Спиридон показался Петру Алексееву мужиком смышленым, неглупым. Раза два попросил у него книги — читать. Был малограмотен, но читал охотно. Лет ему было уже под сорок. Вышли однажды вместе, окончив работу, Спиридон спросил Алексеева:
— Ты куда?
— Домой. Куда же еще? В Сыромятники надо идти.
— Идем ко мне. Посидим, чаю попьем.
Петр подумал: не иначе, как хочет Спиридон Баскаков поговорить по душам. Книжки заинтересовали его. Будет просить еще. Грех не пойти с ним.
— Идем.
Комнатушка Баскаковых небольшая, ситцевой занавеской перегорожена. За занавеской, должно быть, живут Спиридон с женой, в передней половине — Наталья. Дочки еще не было дома.
— Загуляла после работы, — сказал Баскаков.
— Загуляешь тут, — проворчала Арина. — Далеко ей идтить, оттого и нету еще. Придет. — И занялась самоваром.
Спиридон усадил гостя за стол, вытащил недопитую бутылку водки, две чашки, хлеб, соленые огурцы…
— Будь здоров, Петр.
— Будь и ты здоров, Спиридон.
От второй порции водки Петр отказался.
— Не пьешь?
— Не пью. Одну чашку выпью. А больше ни-ни.
— Это хорошо. Ты ведь и не куришь, смотрю?
— И не курю.
Слышь, Арина. Чем не жених? Не курит, не пьет. Хороший муж будет, а?
— А лет ему сколько? — спросила Арина, как будто Петра и в комнате не было.
— Двадцать шесть, — ответил Алексеев.
— А получаешь сколько?
— Получаю я двадцать один рубль двадцать копеек. Бывает, и прирабатываю еще.
— Ей-богу, жених, — расчувствовался Баскаков. — Тебя, брат, женить теперь в самую пору! — И, рассмеявшись, хлопнул Петра по плечу.
— Да у него, может, и есть уже кто? — недоверчиво спросила Арина, поглядела на Петра и стала надевать на самовар трубу.
— Нет, Арина, у меня никого. Кто за меня пойдет!
— А чего за тебя не идти? Вон ты какой здоровый. И работящий. Не пьешь, не куришь.
— Он, ты знаешь, лет этак ляток или даже поменьше того назад на Москве первым кулачным бойцом был. Ей-богу! — Баскаков стал расхваливать Арине Петра так, словно готовил его к продаже.
— Ладно, — поморщился Петр. — Что обо мне толковать?
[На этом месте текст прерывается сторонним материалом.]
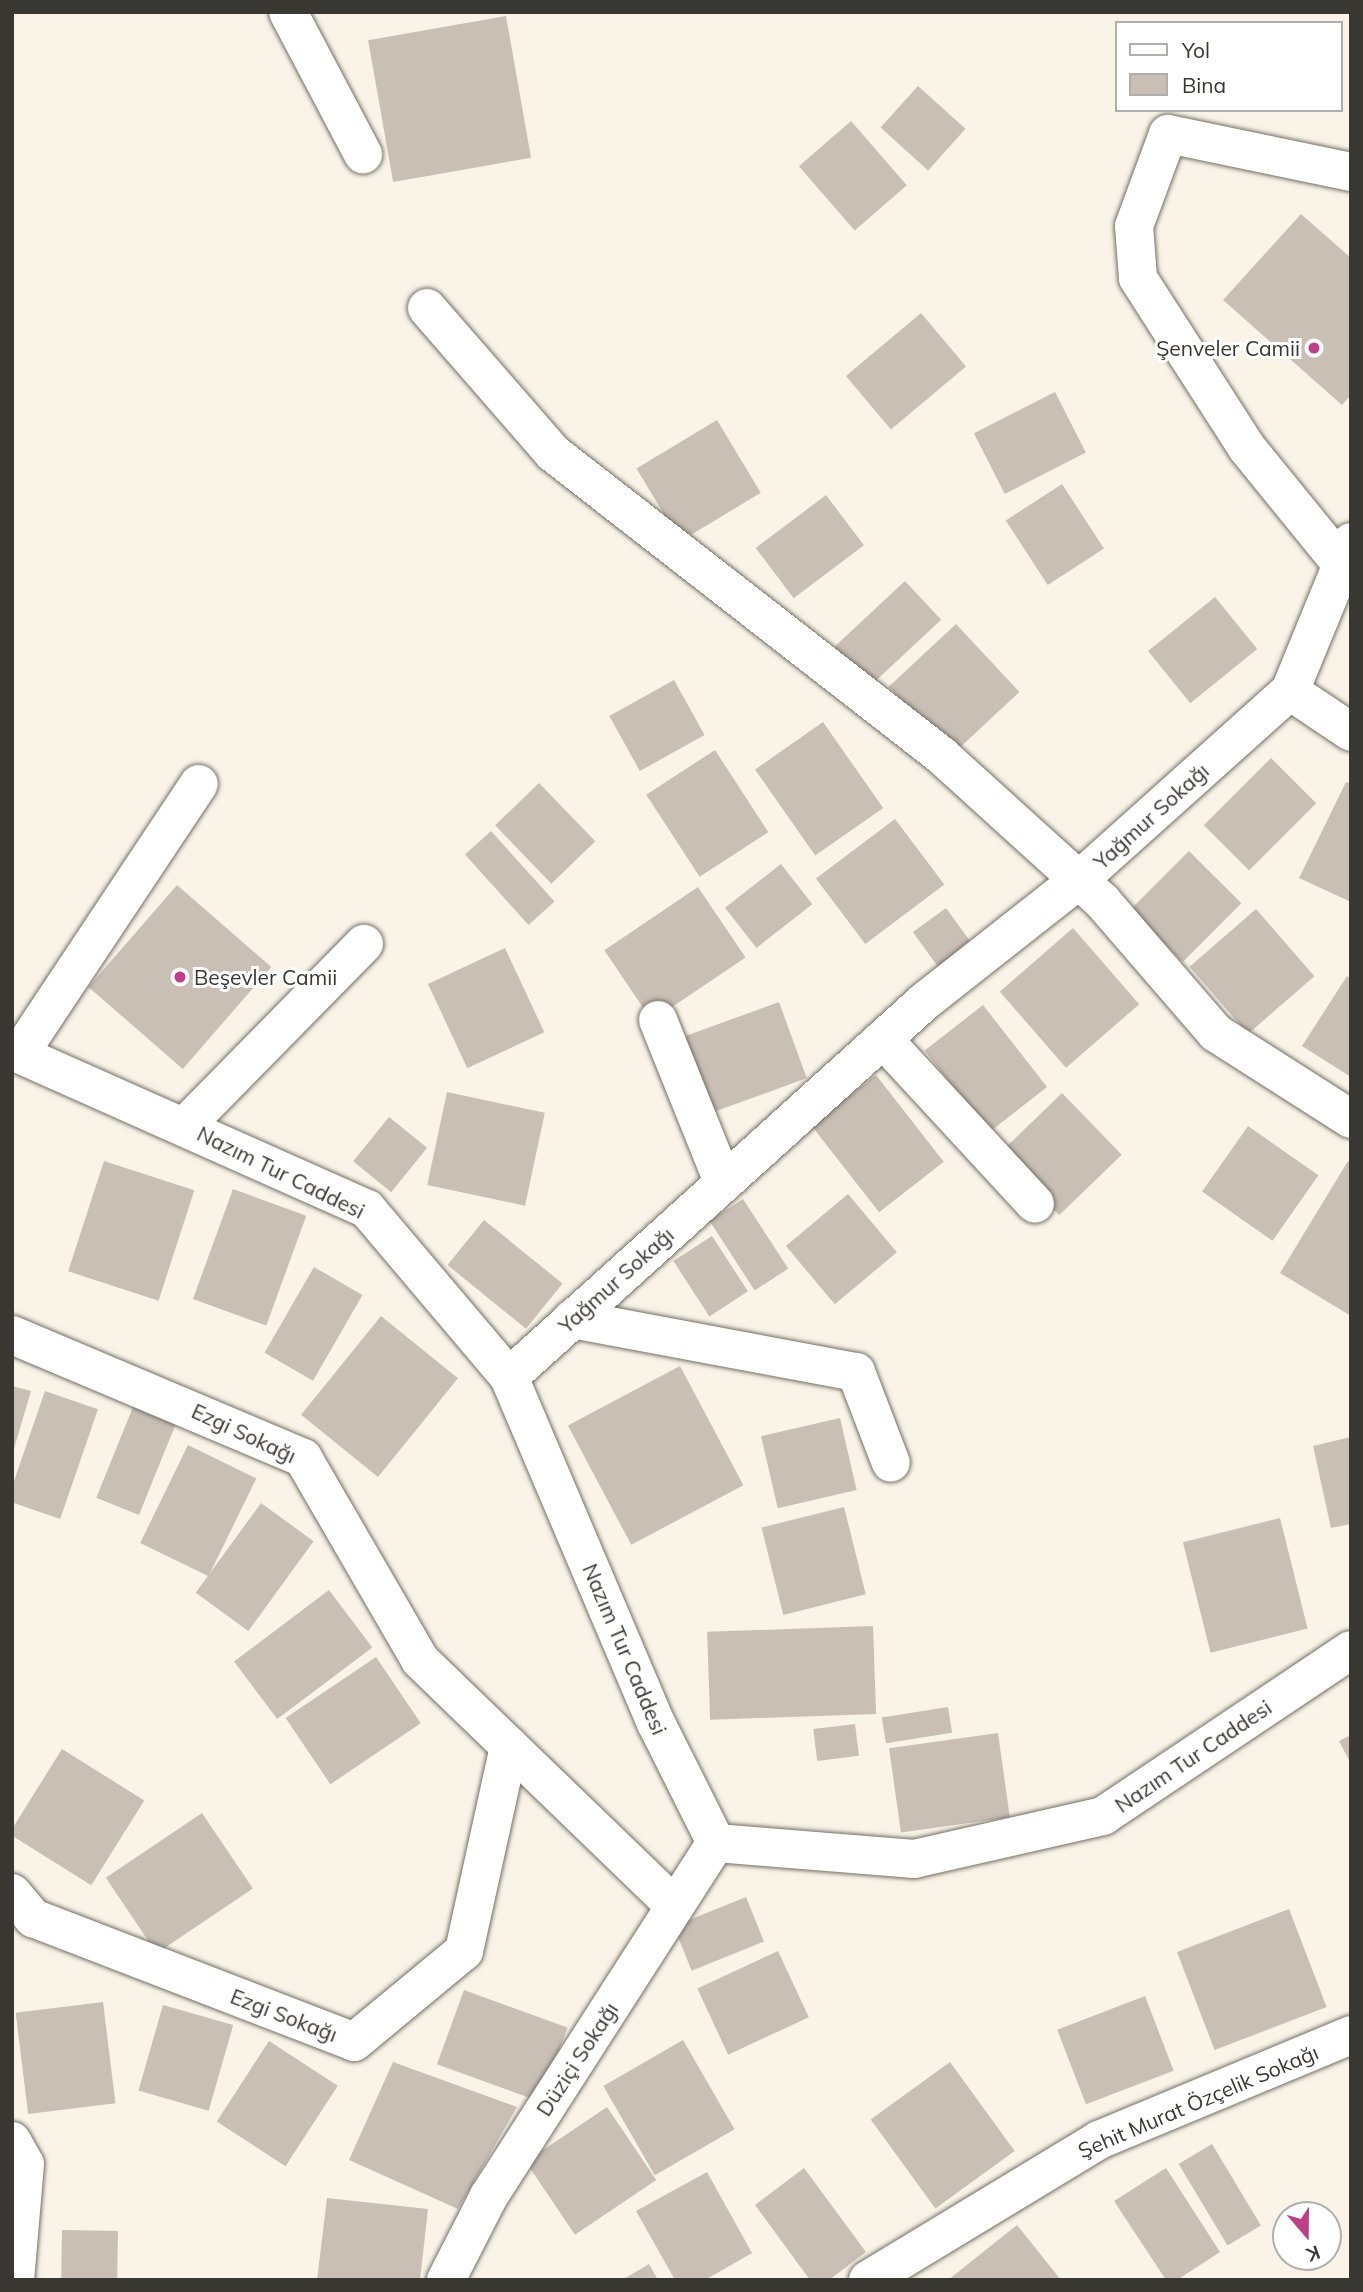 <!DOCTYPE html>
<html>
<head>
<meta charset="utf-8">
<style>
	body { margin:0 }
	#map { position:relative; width:1363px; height:2292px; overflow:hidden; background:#f9f4e7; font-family:Mulish,sans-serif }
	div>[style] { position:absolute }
	.building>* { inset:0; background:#c9bfb5; transform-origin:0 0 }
	.roads { filter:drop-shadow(0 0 2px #736f64) drop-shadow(0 0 2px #736f64) }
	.minor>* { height:38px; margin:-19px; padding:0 19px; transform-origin:19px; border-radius:19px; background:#fff }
	.dots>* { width:19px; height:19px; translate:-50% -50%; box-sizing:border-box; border:4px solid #fff; border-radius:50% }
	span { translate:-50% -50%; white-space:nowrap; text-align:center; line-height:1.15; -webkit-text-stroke:6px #fff; paint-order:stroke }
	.poi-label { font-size:21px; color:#383732 }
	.right { translate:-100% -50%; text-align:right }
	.left { translate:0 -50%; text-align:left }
	.street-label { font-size:21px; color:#383732 }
	.frame { position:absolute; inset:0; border:14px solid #383732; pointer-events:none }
	.legend { position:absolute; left:1115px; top:21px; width:228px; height:91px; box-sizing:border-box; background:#fff; border:2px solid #afafad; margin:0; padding:9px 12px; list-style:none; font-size:21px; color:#383732 }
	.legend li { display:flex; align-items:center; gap:14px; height:35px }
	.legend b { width:35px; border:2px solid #afafad }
	.north { position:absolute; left:1272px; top:2201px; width:70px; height:70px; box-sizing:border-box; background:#fff; border:2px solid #afafad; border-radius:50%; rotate:160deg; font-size:19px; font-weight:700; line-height:28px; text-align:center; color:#383732 }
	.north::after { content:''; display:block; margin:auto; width:24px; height:32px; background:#be3e88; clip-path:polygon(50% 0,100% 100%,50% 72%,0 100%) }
</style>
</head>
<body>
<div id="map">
	<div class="building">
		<div style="left:506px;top:16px;width:144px;height:140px;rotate:80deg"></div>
		<div style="left:918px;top:86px;width:64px;height:56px;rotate:42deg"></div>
		<div style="left:851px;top:121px;width:85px;height:69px;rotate:49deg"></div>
		<div style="clip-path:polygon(1301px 214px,1351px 258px,1351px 395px,1342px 405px,1223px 300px)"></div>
		<div style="left:921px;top:313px;width:70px;height:98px;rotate:50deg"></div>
		<div style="left:1055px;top:392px;width:68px;height:91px;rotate:63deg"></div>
		<div style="left:717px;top:420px;width:85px;height:94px;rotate:59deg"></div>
		<div style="left:1062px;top:484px;width:77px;height:67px;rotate:57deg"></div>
		<div style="left:826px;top:495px;width:63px;height:88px;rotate:53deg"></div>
		<div style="left:905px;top:581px;width:53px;height:96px;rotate:47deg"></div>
		<div style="left:1215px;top:597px;width:67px;height:86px;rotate:51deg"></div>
		<div style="left:956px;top:624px;width:93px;height:92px;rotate:47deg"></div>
		<div style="left:674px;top:680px;width:63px;height:74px;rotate:61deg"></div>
		<div style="left:823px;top:722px;width:105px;height:83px;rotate:55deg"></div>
		<div style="left:715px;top:750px;width:98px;height:82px;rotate:57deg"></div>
		<div style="left:1271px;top:758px;width:64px;height:95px;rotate:45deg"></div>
		<div style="clip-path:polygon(1346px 782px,1351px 784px,1351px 902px,1299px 878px)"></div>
		<div style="left:539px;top:783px;width:81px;height:61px;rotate:46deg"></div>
		<div style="left:895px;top:819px;width:82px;height:99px;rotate:53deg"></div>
		<div style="left:491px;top:831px;width:95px;height:35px;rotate:48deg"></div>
		<div style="left:1189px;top:851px;width:74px;height:83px;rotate:45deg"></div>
		<div style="left:781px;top:864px;width:51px;height:71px;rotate:52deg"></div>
		<div style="left:177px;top:885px;width:125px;height:135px;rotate:41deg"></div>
		<div style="left:698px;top:887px;width:85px;height:113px;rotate:56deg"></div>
		<div style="left:946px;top:908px;width:44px;height:41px;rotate:54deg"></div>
		<div style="left:1256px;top:909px;width:89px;height:88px;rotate:49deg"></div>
		<div style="left:1073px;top:928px;width:101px;height:97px;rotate:49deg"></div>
		<div style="left:505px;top:948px;width:93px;height:85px;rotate:65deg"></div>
		<div style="clip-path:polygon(1347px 976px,1351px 979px,1351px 1077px,1302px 1046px)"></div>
		<div style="left:779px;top:1002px;width:81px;height:106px;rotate:70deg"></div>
		<div style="left:983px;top:1005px;width:104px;height:74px;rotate:52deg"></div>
		<div style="left:876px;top:1075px;width:110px;height:82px;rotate:52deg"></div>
		<div style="left:447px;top:1092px;width:100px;height:95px;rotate:12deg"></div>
		<div style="left:1062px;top:1093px;width:86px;height:87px;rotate:46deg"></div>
		<div style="left:389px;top:1117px;width:49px;height:57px;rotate:39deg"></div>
		<div style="left:1248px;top:1126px;width:86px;height:80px;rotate:35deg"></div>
		<div style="left:104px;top:1161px;width:95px;height:116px;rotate:18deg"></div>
		<div style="clip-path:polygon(1348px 1161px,1351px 1163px,1351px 1316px,1280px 1273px)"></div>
		<div style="left:233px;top:1189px;width:78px;height:117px;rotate:20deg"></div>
		<div style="left:848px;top:1194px;width:76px;height:81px;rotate:50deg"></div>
		<div style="left:743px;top:1199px;width:83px;height:40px;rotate:57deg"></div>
		<div style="left:484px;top:1220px;width:101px;height:58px;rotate:39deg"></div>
		<div style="left:712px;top:1236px;width:66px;height:46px;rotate:57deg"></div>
		<div style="left:314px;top:1267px;width:56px;height:99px;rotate:30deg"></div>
		<div style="left:381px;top:1316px;width:99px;height:127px;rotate:39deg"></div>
		<div style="left:680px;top:1366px;width:135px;height:127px;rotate:62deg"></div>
		<div style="clip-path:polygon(12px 1386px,31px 1391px,13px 1452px,12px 1452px)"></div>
		<div style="left:45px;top:1391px;width:56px;height:116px;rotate:19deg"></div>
		<div style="left:133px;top:1407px;width:46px;height:98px;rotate:22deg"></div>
		<div style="left:840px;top:1418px;width:74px;height:81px;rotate:77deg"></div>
		<div style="clip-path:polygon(1351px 1437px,1351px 1524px,1331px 1528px,1313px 1446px)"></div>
		<div style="left:188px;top:1445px;width:76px;height:109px;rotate:26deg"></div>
		<div style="left:261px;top:1503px;width:65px;height:111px;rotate:36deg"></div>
		<div style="left:844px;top:1507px;width:90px;height:85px;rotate:76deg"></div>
		<div style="left:1280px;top:1518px;width:114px;height:100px;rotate:76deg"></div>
		<div style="left:329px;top:1590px;width:72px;height:119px;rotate:53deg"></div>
		<div style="left:873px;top:1626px;width:88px;height:166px;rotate:88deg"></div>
		<div style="left:376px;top:1657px;width:80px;height:109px;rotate:56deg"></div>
		<div style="left:948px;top:1707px;width:26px;height:67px;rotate:81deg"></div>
		<div style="left:855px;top:1724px;width:32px;height:42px;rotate:83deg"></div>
		<div style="left:998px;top:1733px;width:85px;height:110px;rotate:82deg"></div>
		<div style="clip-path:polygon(1351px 1735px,1351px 1764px,1339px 1741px)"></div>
		<div style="left:62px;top:1749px;width:97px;height:100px;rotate:32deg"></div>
		<div style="left:202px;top:1813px;width:91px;height:116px;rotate:56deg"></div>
		<div style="left:746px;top:1897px;width:48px;height:78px;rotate:68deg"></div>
		<div style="left:1289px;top:1909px;width:105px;height:120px;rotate:69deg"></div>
		<div style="left:778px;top:1951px;width:73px;height:89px;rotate:65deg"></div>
		<div style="left:464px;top:1990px;width:110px;height:79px;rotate:20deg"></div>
		<div style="left:1145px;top:1996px;width:80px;height:94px;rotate:69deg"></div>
		<div style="left:103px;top:2002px;width:102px;height:88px;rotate:83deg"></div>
		<div style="left:163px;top:2005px;width:73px;height:89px;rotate:16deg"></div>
		<div style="left:683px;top:2040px;width:103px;height:92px;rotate:60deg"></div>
		<div style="left:269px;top:2041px;width:82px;height:96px;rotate:33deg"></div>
		<div style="clip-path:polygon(393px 2062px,517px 2107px,458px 2209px,349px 2160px)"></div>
		<div style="left:950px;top:2062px;width:110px;height:98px;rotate:54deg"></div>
		<div style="left:607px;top:2107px;width:88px;height:98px;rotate:56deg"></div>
		<div style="left:1212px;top:2144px;width:95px;height:39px;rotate:59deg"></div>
		<div style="clip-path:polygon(804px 2168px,866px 2252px,829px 2280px,810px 2280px,755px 2205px)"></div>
		<div style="clip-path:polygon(1166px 2168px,1220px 2252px,1177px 2280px,1166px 2280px,1114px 2201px)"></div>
		<div style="clip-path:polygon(707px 2172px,752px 2253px,705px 2280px,675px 2280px,636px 2211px)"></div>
		<div style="clip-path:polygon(327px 2198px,428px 2209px,420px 2280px,317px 2280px)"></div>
		<div style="clip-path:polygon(1017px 2225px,1061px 2280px,948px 2280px)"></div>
		<div style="left:118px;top:2231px;width:49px;height:56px;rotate:91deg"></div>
		<div style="clip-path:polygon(649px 2264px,658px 2280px,622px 2280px)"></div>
	</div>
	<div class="roads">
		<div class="minor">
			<div style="left:288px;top:12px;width:161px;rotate:62.2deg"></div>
			<div style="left:427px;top:308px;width:192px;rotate:49deg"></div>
			<div style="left:553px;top:453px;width:493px;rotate:37.9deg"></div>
			<div style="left:942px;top:756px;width:216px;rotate:42.2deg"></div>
			<div style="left:1102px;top:901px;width:174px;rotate:49.2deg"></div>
			<div style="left:1216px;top:1033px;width:160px;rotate:32.5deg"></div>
			<div style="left:1338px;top:560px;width:144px;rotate:-129.1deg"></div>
			<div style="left:1247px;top:448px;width:202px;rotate:-122.7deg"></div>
			<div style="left:1138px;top:278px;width:52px;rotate:-94.4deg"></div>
			<div style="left:1134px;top:226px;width:98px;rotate:-69.7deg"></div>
			<div style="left:1168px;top:134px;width:187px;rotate:11.7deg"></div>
			<div style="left:1290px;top:691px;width:73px;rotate:33.9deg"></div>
			<div style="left:658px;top:1020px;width:175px;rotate:68.1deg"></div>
			<div style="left:883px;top:1039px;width:224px;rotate:47.3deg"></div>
			<div style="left:12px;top:1051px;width:389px;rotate:24deg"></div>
			<div style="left:367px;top:1209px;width:220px;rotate:49.8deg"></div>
			<div style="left:509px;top:1377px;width:376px;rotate:67deg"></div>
			<div style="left:656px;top:1723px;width:134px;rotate:63.4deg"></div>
			<div style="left:716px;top:1843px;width:199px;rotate:4.6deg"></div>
			<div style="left:914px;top:1859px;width:194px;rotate:-12.8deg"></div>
			<div style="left:1103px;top:1816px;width:298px;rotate:-33.8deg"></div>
			<div style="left:20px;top:1053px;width:323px;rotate:-56.4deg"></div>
			<div style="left:186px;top:1125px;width:254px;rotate:-45.5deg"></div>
			<div style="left:572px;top:1319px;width:289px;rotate:10.6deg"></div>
			<div style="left:856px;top:1372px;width:97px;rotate:69deg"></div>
			<div style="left:12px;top:1335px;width:316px;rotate:22.9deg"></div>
			<div style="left:303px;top:1458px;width:233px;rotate:59.9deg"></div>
			<div style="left:420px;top:1660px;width:351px;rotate:44deg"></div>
			<div style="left:509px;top:1377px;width:561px;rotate:-42.11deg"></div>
			<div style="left:925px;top:1001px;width:196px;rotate:-38.2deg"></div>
			<div style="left:1079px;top:880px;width:283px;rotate:-41.9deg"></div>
			<div style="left:1290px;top:691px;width:161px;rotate:-67.7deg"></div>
			<div style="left:12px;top:1893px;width:33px;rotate:50deg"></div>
			<div style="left:33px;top:1918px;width:344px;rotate:21.1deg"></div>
			<div style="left:354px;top:2042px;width:143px;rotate:-39.6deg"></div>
			<div style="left:464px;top:1951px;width:210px;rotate:-77.6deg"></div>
			<div style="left:12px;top:2141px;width:26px;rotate:61deg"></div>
			<div style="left:25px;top:2164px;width:116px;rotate:94.9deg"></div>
			<div style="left:446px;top:2280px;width:94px;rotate:-62.9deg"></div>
			<div style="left:489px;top:2196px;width:420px;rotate:-57.3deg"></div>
			<div style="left:868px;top:2280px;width:270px;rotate:-31.2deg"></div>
			<div style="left:1099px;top:2140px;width:273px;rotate:-22.6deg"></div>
		</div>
	</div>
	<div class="dots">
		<div style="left:1314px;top:348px;background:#be3e88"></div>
		<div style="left:180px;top:977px;background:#be3e88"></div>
	</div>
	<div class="poi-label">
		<span class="right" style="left:1300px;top:348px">Şenveler Camii</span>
		<span class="left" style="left:194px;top:977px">Beşevler Camii</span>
	</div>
	<div class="street-label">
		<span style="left:1151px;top:816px;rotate:-42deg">Yağmur Sokağı</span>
		<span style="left:281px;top:1172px;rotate:26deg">Nazım Tur Caddesi</span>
		<span style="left:616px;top:1280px;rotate:-42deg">Yağmur Sokağı</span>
		<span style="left:244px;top:1433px;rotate:25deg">Ezgi Sokağı</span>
		<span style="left:625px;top:1649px;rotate:67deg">Nazım Tur Caddesi</span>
		<span style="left:1193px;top:1756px;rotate:-34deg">Nazım Tur Caddesi</span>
		<span style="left:284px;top:2015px;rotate:21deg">Ezgi Sokağı</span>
		<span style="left:577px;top:2059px;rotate:-57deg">Düziçi Sokağı</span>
		<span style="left:1198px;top:2101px;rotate:-23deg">Şehit Murat Özçelik Sokağı</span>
	</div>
	<div class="frame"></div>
	<ul class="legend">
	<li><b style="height:9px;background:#fff"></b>Yol</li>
	<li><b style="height:19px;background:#c9bfb5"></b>Bina</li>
	</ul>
	<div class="north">K</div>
</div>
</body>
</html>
Нечего обо мне толковать. Расскажи о себе, Спиридон. Ты ничего живешь, как я посмотрю. Я когда еще в Москве жил, до Петербурга, мы тогда оба с тобой в общежитии маялись. Сейчас вроде получше, смотрю. Жена, дочь из деревни приехали.
— В деревне какая жизнь! Каторга, а не жизнь. Сам знаешь. Земли столько, что плюнуть некуда. А поборы такие, что, сколь ты ни работай, на одни поборы не хватит. Ну, крутился, крутился я тут и решил жену с дочкой взять, все ж легче. Арина белье господам стирает, Наташка на работу пошла, она у меня грамотная, и книжки читает, и писать умеет. Не больно там шибко пишет, а все ж надо, так и письмо нашкрябает. Девка румяная, парни заглядываются, да сам понимаешь, не всякому отдашь ее.
Попытался было Петр заговорить о книжках, что давал Спиридону читать, но Спиридон пренебрежительно заметил, что, мол, любопытные книжки, и только. И опять заговорил о своей Наташке: девка молодая, красивая, себя держит в скромности, работящая…
«Да что он мне все про дочку, — думалось Алексееву. — Не сватает же ее».
Под конец стал досадовать, что зашел к Баскакову, — только время зря потерял. Ошибся он в Спиридоне. Не тот человек.
Арина подала самовар, налила чаю и сама села за стол; чай ее в чашке стыл, она не пила, сидела напротив Петра и изучала его бабьим пытливым взглядом.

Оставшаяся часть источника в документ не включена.